Kevin Millwood: Had a frustrating season, losing 16 games. His ERA was well over five, but he ate up 190 innings and was a huge victim of non-run support. He might be better off at the end of the rotation as opposed to being on top like this year. He returns unless beaten out in Spring training.

Jeremy Guthrie: He probably works best as a third or fourth starter, but he led the team in innings pitched, wins, and had the best ERA (3.98) amongst starters. He returns.

Brad Bergesen: Only 25-years old, he led the team with two complete games. He returns.

Chris Tillman: His Triple-A success has yet to translate in the bigs. He needs to step it up.

David Hernandez: Found himself in the pen, going 8-8 with two saves and a 4.31 ERA. He likely returns.

Brian Matusz: Went 9-12 on 31 starts in his rookie year. Counted on as the future ace.

Jake Arrieta: Went 6-6 in 18 starts in his rookie season. Will get a good shot next year.

Alfredo Simon: Leads the club with 17 saves, but blew four and fell out of favor. Long-shot to return.

Matt Albers: He leads the team with 61 appearances. He probably stays.

Mark Hendrickson: The veteran 6'9" journeyman is a soft tosser who can start or come out the pen. The former second round pick of the Philadelphia 76ers will be 37 next year, so his return is tenuous.

Jim Johnson: "Nails" does well in the set-up role, but was bad as a closer. He stays.

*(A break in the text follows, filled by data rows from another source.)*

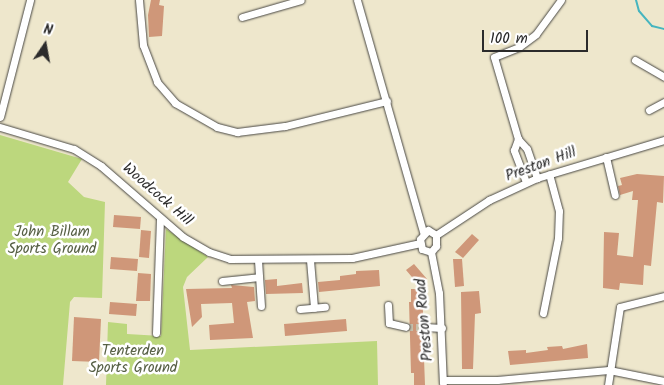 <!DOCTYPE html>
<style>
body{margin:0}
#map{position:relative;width:664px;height:385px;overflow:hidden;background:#eee7cc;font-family:Kalam,sans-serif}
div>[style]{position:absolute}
.green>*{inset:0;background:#bcd77d}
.stream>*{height:2px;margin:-1px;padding:0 1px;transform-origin:1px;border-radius:1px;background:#46b5bf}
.building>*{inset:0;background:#cf9779}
.minor-tunnel>*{height:7px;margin-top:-3.5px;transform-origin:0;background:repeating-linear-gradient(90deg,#c7c1ac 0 7px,transparent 0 10.5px)}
.roads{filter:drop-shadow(0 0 1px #484743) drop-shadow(0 0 1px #484743)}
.minor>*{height:7px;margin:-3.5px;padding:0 3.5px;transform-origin:3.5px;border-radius:3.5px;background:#fff}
span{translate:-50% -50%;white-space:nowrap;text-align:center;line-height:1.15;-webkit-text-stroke:5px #fff;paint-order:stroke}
.street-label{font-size:15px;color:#2b2b2b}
.park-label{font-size:15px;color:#565f44}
.north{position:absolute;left:20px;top:20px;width:50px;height:50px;-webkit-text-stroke:4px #fff;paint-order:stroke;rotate:12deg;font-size:14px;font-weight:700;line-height:20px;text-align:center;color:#2b2b2b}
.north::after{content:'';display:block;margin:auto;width:18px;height:22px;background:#2b2b2b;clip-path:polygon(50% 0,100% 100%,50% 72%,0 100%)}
.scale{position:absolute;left:482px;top:30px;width:106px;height:22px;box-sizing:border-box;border:2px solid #2b2b2b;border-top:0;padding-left:6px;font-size:15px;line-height:18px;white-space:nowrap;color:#2b2b2b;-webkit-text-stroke:4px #fff;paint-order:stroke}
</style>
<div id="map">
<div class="green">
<i style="clip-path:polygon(0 135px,82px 159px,68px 182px,84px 197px,105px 202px,102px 298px,74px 297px,70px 302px,63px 385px,0 385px)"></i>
<i style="clip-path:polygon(166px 229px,208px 257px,187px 277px,183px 287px,190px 350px,377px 341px,378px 385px,106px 385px,108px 322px,127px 324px,127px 334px,161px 336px)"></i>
</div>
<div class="stream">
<i style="left:636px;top:0;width:11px;rotate:75deg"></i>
<i style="left:639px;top:11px;width:20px;rotate:49deg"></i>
<i style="left:652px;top:26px;width:12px;rotate:14deg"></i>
</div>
<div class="building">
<i style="clip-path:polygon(151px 0,160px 0,159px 5px,164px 6px,162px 36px,149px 37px,148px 15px)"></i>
<i style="clip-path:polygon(637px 174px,664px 176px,663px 203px,657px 202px,651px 266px,644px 265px,643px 285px,620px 283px,619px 290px,603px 288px,604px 232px,619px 233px,617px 255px,633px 257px,638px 200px,632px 200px,633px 191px,620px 195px,618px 186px,622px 185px,620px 178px)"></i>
<i style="clip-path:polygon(114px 215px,141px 217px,140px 229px,113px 227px)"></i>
<i style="clip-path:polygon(141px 230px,151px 231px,149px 258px,139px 257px)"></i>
<i style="clip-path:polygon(472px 234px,479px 240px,463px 258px,455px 252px)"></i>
<i style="clip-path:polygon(111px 257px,138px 259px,137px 271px,110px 269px)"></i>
<i style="clip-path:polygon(453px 259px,462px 259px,464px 286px,455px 287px)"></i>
<i style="clip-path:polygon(414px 264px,427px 279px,423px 282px,423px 322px,420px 327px,423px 332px,425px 385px,414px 385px,414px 373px,411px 373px,409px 302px,411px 302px,411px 289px,422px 289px,406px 270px)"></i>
<i style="clip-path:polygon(379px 270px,380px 286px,319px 292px,318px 282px,340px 280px,340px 276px,356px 274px,356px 271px)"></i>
<i style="clip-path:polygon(138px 273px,151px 274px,150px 301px,136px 301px)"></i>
<i style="clip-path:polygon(277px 279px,277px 286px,302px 283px,303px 293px,266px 294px,265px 280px)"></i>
<i style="clip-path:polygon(231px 285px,254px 287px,255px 301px,247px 302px,253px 338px,210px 340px,209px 325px,234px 323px,232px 303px,201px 304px,202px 317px,192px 327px,186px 289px,232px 288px)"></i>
<i style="clip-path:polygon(479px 291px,481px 313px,475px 314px,473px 369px,462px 369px,461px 292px)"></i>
<i style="clip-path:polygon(110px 302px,137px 304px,136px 316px,109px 314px)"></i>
<i style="clip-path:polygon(74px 317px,101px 319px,99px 362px,72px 361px)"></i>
<i style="clip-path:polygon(346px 319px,347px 331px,285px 336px,284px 324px)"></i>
<i style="clip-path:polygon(587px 344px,588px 358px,510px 365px,508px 351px,526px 350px,526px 353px,548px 350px,547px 347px,562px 346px,563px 349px)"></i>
</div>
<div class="minor-tunnel">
<i style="left:406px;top:327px;width:19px"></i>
</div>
<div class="roads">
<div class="minor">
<i style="left:139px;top:0;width:45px;rotate:84.9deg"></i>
<i style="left:143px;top:45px;width:40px;rotate:69deg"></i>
<i style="left:157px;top:82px;width:28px;rotate:49deg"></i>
<i style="left:175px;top:103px;width:48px;rotate:29.7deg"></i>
<i style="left:217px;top:127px;width:21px;rotate:14deg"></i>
<i style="left:237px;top:132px;width:48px;rotate:-7.1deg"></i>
<i style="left:285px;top:126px;width:105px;rotate:-13.8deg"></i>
<i style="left:357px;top:0;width:241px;rotate:74.1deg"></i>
<i style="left:242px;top:17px;width:61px;rotate:-16.1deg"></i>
<i style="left:635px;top:60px;width:34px;rotate:30deg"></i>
<i style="left:649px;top:110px;width:17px;rotate:-28deg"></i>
<i style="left:0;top:117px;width:121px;rotate:-75.6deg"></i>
<i style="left:0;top:127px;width:77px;rotate:16.6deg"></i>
<i style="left:74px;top:149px;width:32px;rotate:32deg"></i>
<i style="left:101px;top:166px;width:108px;rotate:40.9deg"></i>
<i style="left:183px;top:237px;width:30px;rotate:30deg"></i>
<i style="left:209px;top:252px;width:22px;rotate:18deg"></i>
<i style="left:230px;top:259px;width:122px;rotate:-0.5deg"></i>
<i style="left:352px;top:258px;width:70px;rotate:-12.4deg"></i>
<i style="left:518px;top:139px;width:85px;rotate:-106.3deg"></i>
<i style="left:494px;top:57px;width:27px;rotate:-22deg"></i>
<i style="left:519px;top:47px;width:21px;rotate:-37deg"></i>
<i style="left:536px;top:34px;width:42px;rotate:-53.7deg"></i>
<i style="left:606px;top:157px;width:39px;rotate:77deg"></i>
<i style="left:526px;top:182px;width:34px;rotate:-111deg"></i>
<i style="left:514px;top:150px;width:12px;rotate:-70deg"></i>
<i style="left:518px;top:139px;width:13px;rotate:48deg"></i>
<i style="left:527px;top:149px;width:31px;rotate:71deg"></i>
<i style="left:436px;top:235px;width:64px;rotate:-33.4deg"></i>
<i style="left:489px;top:200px;width:53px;rotate:-24.6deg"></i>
<i style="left:537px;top:178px;width:133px;rotate:-16.7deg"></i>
<i style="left:431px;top:252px;width:42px;rotate:79deg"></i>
<i style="left:439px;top:293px;width:90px;rotate:87.5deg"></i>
<i style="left:431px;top:252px;width:9px;rotate:-162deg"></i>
<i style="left:422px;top:249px;width:10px;rotate:-101deg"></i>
<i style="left:420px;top:239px;width:12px;rotate:-48deg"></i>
<i style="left:428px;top:230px;width:9px;rotate:32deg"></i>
<i style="left:431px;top:252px;width:8px;rotate:-50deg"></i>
<i style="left:436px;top:246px;width:11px;rotate:-90deg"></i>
<i style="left:258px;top:260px;width:46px;rotate:86.3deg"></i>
<i style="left:310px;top:260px;width:48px;rotate:85.2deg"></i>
<i style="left:222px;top:281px;width:37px;rotate:-6deg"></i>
<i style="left:388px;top:305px;width:18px;rotate:87deg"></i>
<i style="left:389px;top:323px;width:17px;rotate:13deg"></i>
<i style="left:300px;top:309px;width:25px;rotate:-5deg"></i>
<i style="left:543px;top:313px;width:76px;rotate:-78.7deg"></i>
<i style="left:558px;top:238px;width:27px;rotate:-88deg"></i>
<i style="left:559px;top:211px;width:38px;rotate:-105deg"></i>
<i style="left:425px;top:327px;width:17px;rotate:3deg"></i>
<i style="left:156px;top:333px;width:114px;rotate:-88deg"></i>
<i style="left:444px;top:380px;width:53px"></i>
<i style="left:497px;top:380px;width:112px;rotate:-5.1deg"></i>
<i style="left:609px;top:370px;width:56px;rotate:11.3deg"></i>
<i style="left:608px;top:385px;width:79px;rotate:-81.3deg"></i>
<i style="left:620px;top:307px;width:45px;rotate:-14deg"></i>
</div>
</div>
<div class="street-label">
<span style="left:541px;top:165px;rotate:-20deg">Preston Hill</span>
<span style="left:157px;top:195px;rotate:41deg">Woodcock Hill</span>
<span style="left:425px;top:320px;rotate:-95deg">Preston Road</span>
</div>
<div class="park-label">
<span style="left:52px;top:241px">John Billam<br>Sports Ground</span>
<span style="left:133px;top:360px">Tenterden<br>Sports Ground</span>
</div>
<div class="north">N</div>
<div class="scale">100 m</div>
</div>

Michael Gonzales: He will be 33-years next season, and in the last year of a two-year $12 million contract. He gave Baltimore one of his career 55 saves this year, but he might stick one last year.

Troy Patton: They got him for Miguel Tejada in 2007, and the lefty appeared in one game this year. A longshot perhaps.

Pedro Viola: A lefty with two appearances and 1.1 innings of work after being claimed off waivers in April. A long shot at best.

Koji Uehara: He went from an oft-injured starter to closer. He blew just two save opportunities and converted 10. The soon-to-be 36-year old might find a spot in the bullpen.

Rick VandenHurk: They traded veteran lefty Will Olman for him and the veteran swingman has not been impressive in his seven game. A long-shot who may stick to justify the deal made to get him.

Free Agents In 2011 For Baltimore To Look At and Consider

Huston Street: He battled nagging injuries this year, but still has 20 saves right now. He also has 149 in his career and is only 27. He would help a lot.

Jorge De la Rosa: Another Colorado Rockies pitcher who battled injuries this season. Still only 30-years old, this lefty could help.

Joe Blanton: He eats innings and has AL experience. His price tag might be too high, so the four-years older and underrated Javier Vazquez could be an option.

Carl Crawford: He will be a hot commodity because he is 29, very fast, has a good bat and glove. May be out of the Orioles' price range.